Tom sat in the darkness of his bedchambers, contemplating life and philosophical ideas (not really). 

He sat, attempting the meditation technique that Avery once taught Orion in the middle of the Common Room except-wait. Why was he listening to something Avery had said? It was abhorrent! Surely, he was losing brain cells after being around such people as those who surrounded him now!

He failed to take into account that he had been around these people for a relatively long time. 

Oh, thinking of Avery, he had not seen his great friends in some months. What a wonderful way to gather thoughts on the Operation Potter. No. That was a cringey name. He should come up with a better one, preferably with the help of Barty, who was as crass as he was better with naming things.

------------

          "Let's name it...Operation Tart!"

          "..."

          "Aw, come on, Tom! I'm so much better at names than you are! It's called tart because Harry likes treacle tart, no?"

         "..."

         "Alright, alright. How about...Operation Seal?"

         "Why?"

          "You know! Because Harry is like a seal! He wriggles around a lot!"

          "That is a blemish upon his perfect self."

          "You sap, Tom. Fine, how about...Operation Get Potter to Open His Legs."

Why had he asked Bellatrix's help, again?

----------

While Tom was suffering through Bellatrix's terrible naming skills, Harry was at Ottery St. Catchpole helping Luna write a letter to Susan Bones, sending condolences for her aunt Amelia Bones's death. 

The deaths of Amelia Bones and Emmeline Vance had made the front pages of every newspaper several days ago, including The Quibbler, a magazine that Luna's father Xenophilius ran. Fudge and Rufus Scrimgeour made haughty announcements in the Daily Prophet, which neither of them had read. 

Harry really did feel sorry, as Bones was among the very few Hogwarts students who paid any attention to Luna, let alone thought about being nice to her. 

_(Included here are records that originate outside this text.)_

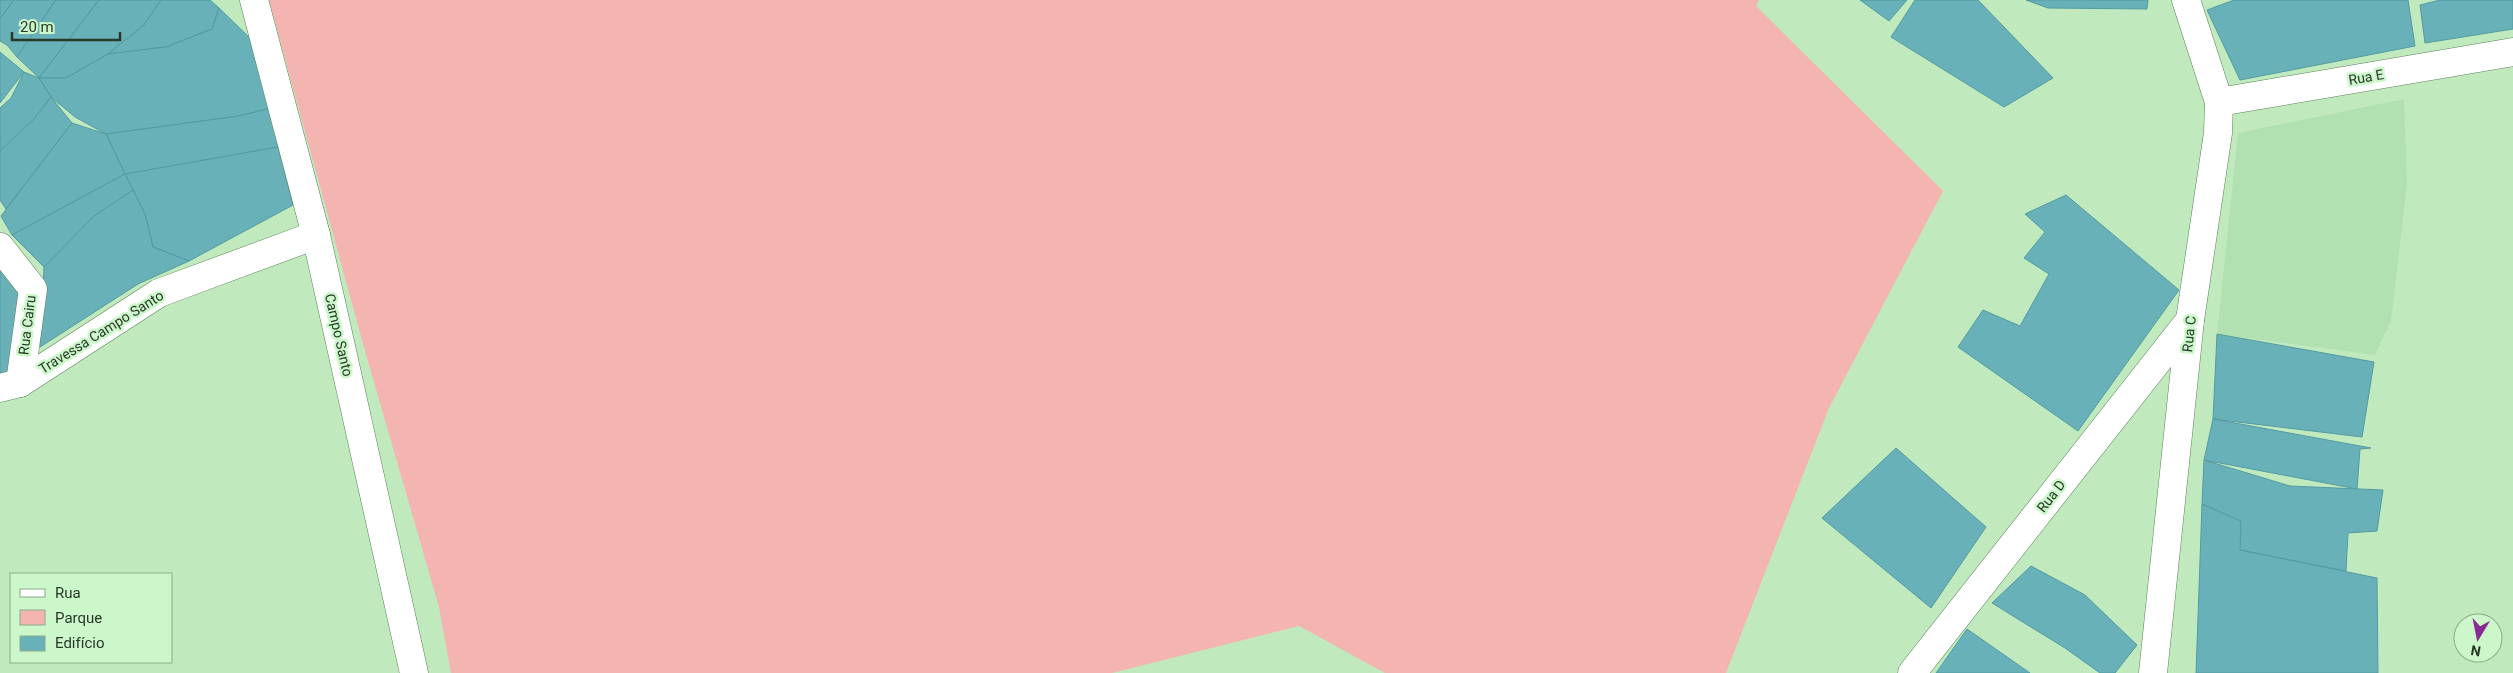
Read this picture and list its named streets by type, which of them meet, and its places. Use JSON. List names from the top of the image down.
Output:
{
  "streets": {
    "street": [
      "Rua E",
      "Rua Cairu",
      "Travessa Campo Santo",
      "Rua C",
      "Campo Santo",
      "Rua D"
    ]
  },
  "crossings": [
    ["Rua E", "Rua C"],
    ["Rua Cairu", "Travessa Campo Santo"],
    ["Travessa Campo Santo", "Campo Santo"],
    ["Rua C", "Rua D"]
  ],
  "legend": ["Rua", "Parque", "Edifício"],
  "scale_bar": "20 m",
  "north": "bottom"
}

          "You know, Harry, I've come upon a little bit of information you might like. Alex was transported to the Burrow sometime around midnight yesterday. Tom might like that."

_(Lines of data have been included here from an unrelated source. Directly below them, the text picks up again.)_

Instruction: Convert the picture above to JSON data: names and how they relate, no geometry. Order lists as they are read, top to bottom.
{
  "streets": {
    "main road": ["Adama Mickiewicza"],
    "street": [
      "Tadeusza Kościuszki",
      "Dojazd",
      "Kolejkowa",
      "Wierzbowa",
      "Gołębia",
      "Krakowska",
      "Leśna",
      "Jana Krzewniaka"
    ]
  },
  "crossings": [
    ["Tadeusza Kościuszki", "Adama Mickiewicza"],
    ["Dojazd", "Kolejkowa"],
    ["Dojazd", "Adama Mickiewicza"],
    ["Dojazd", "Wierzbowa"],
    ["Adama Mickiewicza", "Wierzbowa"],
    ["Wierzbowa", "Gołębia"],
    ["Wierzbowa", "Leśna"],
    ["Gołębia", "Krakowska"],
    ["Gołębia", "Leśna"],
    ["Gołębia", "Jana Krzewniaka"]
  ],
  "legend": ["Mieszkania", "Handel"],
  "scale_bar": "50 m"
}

          "Oh, okay. I'll be sure to tell him."

They lapsed into silence.

           "Wait, Tom? Did I-did I tell you about him?"

Luna just looked at him with a slightly more berating look on her face than normal. 

           "No."

Harry sighed. Luna, he knew, had probably known it all along. 

           "Our OWL results will come out soon. Be sure to kiss Tom on the cheek. He'll like it."

          "D'you think? ...Wait, what?"

Luna offered no explanation except an enigmatic smile. 

           "Just do it. You'll know what I mean."

Later, when Harry left, Luna hummed and sat back, moving aside a pile of pillows to expose an old satin-covered book. 

As she picked it up to continue reading, the golden lettering was visible. Soulmates: A history of connectivity.